*** EXTRACTED MATERIAL ***

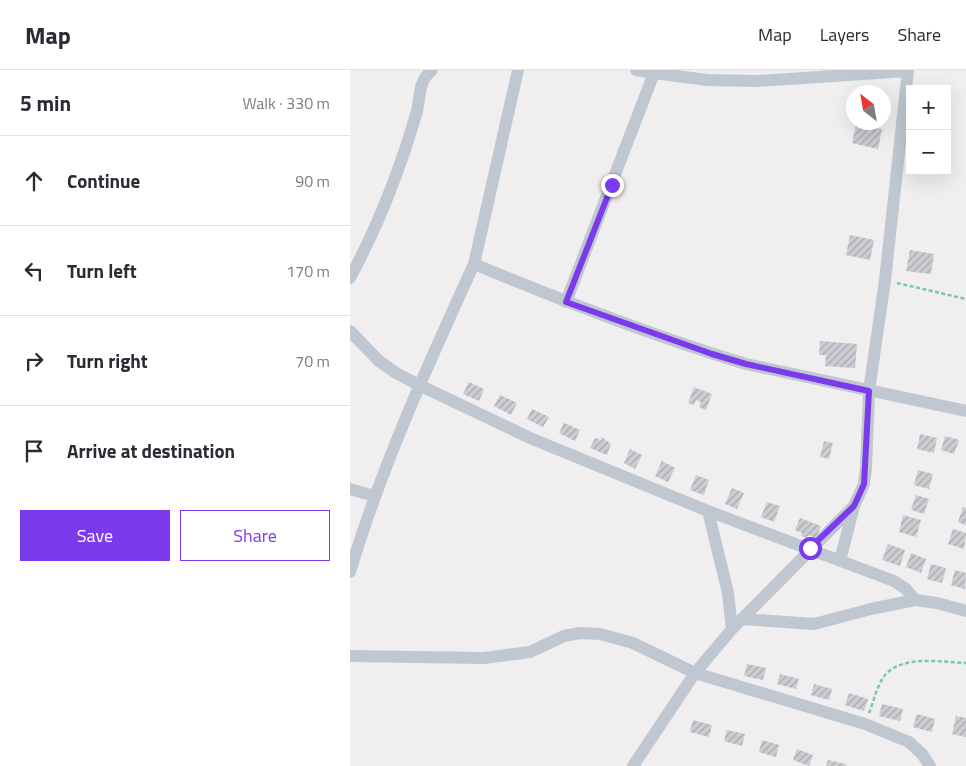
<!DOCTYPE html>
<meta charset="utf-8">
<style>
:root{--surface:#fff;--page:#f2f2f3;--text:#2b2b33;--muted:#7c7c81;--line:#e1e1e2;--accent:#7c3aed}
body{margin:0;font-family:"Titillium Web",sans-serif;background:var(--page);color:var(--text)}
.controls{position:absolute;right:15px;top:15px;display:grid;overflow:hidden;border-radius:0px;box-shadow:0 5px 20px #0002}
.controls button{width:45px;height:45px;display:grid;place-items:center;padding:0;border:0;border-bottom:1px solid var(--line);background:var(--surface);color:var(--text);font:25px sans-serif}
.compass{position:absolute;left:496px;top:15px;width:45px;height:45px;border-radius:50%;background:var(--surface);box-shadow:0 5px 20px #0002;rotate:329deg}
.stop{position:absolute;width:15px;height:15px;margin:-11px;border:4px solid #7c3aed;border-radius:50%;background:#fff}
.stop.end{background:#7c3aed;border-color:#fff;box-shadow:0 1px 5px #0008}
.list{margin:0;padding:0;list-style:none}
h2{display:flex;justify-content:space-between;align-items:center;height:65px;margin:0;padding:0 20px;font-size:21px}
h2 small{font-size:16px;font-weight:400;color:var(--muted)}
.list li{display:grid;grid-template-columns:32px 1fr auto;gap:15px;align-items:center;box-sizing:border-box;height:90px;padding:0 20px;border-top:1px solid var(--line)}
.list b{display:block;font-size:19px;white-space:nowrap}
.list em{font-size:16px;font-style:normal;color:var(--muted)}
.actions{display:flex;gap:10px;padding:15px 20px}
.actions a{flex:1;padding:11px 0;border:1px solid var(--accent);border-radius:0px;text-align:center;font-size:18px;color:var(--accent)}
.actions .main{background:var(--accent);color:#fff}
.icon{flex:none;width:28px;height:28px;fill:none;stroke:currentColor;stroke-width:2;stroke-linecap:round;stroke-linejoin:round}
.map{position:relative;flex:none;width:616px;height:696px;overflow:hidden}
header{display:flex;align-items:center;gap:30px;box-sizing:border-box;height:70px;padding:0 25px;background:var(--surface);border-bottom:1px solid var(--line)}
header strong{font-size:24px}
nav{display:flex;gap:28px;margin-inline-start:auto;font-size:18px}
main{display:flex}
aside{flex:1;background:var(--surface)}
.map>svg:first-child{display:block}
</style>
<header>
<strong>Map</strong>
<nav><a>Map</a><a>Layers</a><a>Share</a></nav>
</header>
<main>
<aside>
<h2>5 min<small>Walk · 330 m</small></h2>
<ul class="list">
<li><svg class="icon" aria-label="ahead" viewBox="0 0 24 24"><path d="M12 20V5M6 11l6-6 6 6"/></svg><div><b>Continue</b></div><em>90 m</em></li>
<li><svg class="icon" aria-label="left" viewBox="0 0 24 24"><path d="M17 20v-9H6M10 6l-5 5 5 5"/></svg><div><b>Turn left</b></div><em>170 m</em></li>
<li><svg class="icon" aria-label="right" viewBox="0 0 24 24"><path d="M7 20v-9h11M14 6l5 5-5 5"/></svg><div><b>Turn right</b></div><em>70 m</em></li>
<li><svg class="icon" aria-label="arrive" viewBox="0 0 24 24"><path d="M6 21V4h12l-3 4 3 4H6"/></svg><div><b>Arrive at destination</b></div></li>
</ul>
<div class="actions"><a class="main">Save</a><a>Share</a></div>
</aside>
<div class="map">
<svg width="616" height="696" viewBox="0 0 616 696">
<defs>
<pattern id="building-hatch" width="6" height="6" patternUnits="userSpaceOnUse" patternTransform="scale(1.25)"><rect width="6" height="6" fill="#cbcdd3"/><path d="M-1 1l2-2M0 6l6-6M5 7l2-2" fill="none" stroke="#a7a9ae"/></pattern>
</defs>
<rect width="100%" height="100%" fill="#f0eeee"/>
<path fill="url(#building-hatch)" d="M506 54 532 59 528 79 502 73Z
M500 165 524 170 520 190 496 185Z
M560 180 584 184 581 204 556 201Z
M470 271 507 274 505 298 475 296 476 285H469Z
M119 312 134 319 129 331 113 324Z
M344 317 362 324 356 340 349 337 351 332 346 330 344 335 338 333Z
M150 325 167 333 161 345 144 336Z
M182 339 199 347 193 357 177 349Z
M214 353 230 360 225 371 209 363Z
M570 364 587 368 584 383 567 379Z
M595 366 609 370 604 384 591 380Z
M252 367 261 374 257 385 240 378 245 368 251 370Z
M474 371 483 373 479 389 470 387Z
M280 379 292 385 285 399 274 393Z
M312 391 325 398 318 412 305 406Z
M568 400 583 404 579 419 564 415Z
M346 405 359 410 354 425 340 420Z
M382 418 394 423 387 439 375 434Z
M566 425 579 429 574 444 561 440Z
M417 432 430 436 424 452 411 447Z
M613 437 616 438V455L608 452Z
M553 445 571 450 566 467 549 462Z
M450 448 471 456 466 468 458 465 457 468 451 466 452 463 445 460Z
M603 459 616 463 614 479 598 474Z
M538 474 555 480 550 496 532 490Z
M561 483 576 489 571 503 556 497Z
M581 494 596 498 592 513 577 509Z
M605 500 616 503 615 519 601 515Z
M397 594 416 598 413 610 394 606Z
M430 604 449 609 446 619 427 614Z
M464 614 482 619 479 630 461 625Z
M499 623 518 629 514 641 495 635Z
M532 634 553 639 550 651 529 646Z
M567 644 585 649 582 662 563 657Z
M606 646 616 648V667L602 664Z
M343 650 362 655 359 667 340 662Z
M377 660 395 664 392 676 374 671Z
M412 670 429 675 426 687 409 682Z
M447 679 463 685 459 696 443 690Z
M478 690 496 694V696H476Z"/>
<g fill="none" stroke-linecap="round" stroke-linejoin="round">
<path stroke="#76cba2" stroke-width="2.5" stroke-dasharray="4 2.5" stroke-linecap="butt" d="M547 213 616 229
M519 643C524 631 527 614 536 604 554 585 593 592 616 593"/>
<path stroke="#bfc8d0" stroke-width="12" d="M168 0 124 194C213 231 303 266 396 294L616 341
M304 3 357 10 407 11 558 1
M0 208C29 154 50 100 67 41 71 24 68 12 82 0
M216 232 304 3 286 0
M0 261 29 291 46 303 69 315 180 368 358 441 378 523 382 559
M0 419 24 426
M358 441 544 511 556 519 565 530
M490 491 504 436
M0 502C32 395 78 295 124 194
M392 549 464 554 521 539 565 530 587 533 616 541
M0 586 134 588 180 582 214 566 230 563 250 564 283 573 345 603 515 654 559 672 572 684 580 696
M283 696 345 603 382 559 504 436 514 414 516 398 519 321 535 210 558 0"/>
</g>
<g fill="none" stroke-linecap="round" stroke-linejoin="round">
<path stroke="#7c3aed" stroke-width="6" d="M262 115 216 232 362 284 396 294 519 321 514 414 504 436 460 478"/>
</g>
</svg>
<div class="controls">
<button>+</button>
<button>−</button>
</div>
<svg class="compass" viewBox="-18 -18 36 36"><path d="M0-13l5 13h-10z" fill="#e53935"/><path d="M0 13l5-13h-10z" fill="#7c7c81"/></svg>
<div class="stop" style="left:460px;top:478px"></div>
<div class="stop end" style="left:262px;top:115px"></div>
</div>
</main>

*** End of EXTRACTED MATERIAL ***
*** EXTRACTED MATERIAL ***

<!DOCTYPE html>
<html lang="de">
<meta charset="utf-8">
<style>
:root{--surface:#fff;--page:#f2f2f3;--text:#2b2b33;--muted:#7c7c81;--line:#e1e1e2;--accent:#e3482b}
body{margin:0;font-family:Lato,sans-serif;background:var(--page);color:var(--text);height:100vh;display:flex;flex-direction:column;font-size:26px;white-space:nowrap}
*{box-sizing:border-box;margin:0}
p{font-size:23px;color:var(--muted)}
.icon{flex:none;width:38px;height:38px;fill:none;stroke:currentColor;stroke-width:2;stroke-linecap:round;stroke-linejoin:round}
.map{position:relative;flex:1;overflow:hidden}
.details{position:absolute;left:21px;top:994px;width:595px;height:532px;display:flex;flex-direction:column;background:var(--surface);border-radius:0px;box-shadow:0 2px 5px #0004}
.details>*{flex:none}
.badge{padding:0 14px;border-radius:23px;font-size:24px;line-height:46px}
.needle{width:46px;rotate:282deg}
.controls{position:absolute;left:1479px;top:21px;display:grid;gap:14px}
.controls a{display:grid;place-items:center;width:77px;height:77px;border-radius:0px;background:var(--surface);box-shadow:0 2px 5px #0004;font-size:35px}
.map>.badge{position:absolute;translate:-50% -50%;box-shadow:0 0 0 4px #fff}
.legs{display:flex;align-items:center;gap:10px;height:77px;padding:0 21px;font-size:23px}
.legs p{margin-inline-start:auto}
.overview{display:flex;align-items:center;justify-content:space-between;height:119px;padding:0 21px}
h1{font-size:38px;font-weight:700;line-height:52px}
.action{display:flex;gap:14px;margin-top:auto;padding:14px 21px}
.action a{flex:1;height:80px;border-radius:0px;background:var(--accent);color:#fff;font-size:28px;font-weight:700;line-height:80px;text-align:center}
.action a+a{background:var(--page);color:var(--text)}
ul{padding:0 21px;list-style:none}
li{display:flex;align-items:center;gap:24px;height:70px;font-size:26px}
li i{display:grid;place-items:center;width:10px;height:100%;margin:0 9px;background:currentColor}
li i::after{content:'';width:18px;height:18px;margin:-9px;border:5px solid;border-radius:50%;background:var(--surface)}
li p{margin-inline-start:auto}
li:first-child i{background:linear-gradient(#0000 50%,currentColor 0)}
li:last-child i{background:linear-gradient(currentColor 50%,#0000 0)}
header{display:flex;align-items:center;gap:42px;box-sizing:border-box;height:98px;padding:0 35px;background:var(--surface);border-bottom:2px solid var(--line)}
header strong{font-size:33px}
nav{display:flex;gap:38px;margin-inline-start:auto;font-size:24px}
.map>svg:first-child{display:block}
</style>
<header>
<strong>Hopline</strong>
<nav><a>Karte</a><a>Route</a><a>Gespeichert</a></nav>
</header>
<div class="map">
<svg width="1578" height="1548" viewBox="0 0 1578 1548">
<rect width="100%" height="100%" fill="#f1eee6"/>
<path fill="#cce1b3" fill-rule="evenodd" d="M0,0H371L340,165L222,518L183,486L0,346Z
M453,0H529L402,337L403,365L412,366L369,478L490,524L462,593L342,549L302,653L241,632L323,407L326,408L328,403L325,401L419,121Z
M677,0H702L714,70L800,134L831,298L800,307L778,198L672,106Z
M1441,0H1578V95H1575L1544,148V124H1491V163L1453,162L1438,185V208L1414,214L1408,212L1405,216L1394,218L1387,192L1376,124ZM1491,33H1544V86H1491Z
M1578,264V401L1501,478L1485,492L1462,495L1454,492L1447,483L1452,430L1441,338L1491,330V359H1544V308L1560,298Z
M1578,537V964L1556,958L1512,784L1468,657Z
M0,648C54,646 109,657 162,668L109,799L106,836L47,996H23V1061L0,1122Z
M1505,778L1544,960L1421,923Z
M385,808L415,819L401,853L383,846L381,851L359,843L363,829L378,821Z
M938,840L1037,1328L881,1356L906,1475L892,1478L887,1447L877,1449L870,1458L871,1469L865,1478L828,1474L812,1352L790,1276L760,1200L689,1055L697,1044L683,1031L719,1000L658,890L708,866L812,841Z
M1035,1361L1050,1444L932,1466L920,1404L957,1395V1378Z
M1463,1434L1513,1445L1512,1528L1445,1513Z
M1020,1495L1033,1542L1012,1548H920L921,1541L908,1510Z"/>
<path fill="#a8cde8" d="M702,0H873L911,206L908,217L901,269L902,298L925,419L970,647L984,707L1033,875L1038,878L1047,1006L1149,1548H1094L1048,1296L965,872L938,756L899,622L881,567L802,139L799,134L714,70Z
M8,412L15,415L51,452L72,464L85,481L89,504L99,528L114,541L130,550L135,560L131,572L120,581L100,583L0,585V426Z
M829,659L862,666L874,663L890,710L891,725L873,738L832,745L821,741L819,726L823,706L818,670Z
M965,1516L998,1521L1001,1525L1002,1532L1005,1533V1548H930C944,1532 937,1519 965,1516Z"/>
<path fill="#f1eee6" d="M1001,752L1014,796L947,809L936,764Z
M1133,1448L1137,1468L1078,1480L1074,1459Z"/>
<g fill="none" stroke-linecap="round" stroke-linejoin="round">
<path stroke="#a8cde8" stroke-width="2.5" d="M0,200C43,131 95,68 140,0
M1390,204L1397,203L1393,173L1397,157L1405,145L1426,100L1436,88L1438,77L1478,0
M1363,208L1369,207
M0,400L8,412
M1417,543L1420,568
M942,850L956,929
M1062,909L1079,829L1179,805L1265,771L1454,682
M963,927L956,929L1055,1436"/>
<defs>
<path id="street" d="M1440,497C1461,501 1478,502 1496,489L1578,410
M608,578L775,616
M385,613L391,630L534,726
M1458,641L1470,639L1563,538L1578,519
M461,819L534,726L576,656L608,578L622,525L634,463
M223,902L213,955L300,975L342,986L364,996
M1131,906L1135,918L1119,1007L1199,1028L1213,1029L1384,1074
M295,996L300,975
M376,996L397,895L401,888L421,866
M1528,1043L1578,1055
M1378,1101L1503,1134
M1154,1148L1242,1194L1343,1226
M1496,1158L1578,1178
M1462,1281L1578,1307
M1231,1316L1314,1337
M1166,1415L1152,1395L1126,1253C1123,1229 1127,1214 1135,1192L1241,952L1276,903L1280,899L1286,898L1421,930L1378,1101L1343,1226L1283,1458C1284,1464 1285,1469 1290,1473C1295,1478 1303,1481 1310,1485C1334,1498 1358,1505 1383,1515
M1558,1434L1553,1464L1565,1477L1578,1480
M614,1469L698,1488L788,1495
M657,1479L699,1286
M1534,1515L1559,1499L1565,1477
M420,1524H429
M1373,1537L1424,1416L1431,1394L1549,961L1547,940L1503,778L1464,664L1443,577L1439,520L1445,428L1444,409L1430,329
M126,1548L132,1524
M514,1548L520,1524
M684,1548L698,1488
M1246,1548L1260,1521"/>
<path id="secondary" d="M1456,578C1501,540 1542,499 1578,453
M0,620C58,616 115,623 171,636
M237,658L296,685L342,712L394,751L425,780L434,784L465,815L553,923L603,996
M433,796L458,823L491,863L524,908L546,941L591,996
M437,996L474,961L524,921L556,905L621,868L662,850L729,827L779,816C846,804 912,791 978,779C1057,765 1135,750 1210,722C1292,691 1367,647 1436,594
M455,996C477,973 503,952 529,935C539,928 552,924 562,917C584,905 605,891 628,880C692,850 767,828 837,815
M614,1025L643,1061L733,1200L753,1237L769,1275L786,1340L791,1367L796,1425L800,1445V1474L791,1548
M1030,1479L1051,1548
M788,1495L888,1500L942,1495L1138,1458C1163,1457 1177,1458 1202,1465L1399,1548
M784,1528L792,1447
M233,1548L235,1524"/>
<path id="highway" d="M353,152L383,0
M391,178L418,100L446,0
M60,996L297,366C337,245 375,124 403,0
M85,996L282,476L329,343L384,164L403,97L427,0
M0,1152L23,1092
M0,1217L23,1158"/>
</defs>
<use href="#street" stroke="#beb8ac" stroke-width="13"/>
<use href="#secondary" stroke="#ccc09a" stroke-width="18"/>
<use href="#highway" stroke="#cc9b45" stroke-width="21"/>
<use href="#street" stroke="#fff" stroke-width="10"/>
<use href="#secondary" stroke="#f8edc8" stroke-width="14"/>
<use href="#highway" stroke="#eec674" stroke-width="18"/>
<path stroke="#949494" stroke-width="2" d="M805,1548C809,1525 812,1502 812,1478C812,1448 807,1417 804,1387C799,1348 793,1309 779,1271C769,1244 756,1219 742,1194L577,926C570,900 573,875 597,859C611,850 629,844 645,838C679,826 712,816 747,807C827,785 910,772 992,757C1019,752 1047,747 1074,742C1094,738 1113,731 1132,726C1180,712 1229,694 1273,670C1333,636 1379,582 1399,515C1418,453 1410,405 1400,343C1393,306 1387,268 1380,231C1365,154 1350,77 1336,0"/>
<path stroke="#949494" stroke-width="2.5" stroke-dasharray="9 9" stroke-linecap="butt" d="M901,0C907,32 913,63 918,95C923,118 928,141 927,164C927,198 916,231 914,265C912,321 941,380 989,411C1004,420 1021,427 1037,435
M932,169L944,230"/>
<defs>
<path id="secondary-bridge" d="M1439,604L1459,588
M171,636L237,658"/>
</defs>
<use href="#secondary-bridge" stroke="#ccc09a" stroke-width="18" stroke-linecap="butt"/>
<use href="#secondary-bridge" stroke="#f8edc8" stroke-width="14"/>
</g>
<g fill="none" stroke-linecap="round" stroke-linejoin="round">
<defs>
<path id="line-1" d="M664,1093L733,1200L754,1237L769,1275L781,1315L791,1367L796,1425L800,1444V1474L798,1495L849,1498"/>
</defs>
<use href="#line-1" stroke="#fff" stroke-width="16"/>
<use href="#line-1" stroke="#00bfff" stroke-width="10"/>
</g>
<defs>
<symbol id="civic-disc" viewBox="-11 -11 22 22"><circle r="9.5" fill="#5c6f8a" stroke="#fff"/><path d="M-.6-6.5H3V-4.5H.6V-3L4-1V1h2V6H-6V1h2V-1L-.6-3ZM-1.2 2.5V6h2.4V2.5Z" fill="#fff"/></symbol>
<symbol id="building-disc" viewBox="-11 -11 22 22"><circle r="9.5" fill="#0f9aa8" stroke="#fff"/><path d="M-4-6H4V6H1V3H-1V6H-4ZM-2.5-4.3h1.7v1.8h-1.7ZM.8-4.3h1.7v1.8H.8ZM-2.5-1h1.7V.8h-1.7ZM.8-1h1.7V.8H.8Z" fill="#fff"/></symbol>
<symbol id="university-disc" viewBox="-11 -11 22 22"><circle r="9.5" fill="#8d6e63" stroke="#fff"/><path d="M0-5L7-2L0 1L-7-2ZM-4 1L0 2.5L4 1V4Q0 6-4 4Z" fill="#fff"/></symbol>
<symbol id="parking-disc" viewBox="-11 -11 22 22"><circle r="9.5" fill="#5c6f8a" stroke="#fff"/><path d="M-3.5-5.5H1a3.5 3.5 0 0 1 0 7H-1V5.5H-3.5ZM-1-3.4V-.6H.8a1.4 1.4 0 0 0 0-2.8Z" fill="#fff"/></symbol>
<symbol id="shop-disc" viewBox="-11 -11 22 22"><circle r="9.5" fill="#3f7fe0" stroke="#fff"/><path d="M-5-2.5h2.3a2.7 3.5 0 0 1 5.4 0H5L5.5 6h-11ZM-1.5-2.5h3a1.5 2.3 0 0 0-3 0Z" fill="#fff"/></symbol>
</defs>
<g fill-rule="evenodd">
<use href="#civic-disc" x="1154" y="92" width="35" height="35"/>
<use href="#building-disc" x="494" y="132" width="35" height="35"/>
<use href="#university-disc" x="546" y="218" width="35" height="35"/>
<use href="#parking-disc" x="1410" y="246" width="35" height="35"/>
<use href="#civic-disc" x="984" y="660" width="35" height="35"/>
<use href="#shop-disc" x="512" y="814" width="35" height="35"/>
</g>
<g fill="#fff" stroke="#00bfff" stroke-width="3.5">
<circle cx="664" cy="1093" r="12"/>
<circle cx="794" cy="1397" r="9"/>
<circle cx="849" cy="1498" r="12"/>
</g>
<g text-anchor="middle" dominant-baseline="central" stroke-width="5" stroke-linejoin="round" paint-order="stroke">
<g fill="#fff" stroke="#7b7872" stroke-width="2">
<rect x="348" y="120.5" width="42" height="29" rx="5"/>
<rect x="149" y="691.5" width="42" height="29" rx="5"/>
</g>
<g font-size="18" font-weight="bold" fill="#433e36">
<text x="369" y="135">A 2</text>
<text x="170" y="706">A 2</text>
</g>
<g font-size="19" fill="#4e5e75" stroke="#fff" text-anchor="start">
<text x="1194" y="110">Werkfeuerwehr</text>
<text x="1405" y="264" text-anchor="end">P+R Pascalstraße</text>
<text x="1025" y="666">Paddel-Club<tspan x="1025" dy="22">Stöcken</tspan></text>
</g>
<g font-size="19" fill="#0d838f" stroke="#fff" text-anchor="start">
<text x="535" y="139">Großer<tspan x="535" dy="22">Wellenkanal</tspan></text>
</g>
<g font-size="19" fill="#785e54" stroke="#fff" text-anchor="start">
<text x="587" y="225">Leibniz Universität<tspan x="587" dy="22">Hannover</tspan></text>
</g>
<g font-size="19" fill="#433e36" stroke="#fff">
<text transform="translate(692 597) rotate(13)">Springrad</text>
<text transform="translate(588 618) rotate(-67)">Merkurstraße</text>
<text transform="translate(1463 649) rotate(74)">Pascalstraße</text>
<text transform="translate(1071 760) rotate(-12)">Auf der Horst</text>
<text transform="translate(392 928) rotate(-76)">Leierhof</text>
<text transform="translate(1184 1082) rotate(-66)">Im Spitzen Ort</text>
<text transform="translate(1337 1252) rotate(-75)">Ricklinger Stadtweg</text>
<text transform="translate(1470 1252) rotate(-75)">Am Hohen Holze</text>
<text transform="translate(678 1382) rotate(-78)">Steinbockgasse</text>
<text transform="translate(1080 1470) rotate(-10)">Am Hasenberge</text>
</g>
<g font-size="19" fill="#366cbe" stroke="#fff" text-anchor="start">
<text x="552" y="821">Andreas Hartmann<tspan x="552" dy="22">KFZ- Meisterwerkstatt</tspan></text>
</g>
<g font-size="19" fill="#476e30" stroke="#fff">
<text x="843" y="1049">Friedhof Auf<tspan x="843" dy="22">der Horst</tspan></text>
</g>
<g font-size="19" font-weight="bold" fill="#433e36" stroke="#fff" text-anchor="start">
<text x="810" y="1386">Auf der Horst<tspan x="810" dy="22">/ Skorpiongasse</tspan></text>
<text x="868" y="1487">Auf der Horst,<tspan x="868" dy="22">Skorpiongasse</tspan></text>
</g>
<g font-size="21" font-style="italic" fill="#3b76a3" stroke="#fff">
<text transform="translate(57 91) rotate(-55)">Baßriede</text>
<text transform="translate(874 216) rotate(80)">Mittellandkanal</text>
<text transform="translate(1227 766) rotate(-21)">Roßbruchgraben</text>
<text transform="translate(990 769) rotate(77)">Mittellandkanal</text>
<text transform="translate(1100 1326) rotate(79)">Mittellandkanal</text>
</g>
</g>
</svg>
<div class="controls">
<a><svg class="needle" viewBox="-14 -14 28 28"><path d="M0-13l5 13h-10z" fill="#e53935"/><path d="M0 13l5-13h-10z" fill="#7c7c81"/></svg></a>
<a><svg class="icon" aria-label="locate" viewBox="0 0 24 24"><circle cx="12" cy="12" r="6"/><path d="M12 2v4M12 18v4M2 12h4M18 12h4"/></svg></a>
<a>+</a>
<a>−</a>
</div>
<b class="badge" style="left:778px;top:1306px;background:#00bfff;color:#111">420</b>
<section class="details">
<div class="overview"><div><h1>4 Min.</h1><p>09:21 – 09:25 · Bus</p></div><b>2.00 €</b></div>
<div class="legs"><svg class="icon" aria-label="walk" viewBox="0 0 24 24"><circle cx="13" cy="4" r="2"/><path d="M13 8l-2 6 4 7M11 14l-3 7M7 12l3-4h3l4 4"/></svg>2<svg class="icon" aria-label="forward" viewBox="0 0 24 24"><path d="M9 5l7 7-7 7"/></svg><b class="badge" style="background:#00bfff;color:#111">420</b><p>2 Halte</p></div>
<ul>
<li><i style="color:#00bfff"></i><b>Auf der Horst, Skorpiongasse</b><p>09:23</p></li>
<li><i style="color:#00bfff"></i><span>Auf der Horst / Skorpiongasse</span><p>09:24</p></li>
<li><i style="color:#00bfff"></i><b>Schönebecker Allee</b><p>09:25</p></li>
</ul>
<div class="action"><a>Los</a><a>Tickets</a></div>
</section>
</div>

*** End of EXTRACTED MATERIAL ***

- [EXERCISE GOAL]: Select every line of the records holding the string "aside".

- [EXERCISE RESPONSE]:
aside{flex:1;background:var(--surface)}
<aside>
</aside>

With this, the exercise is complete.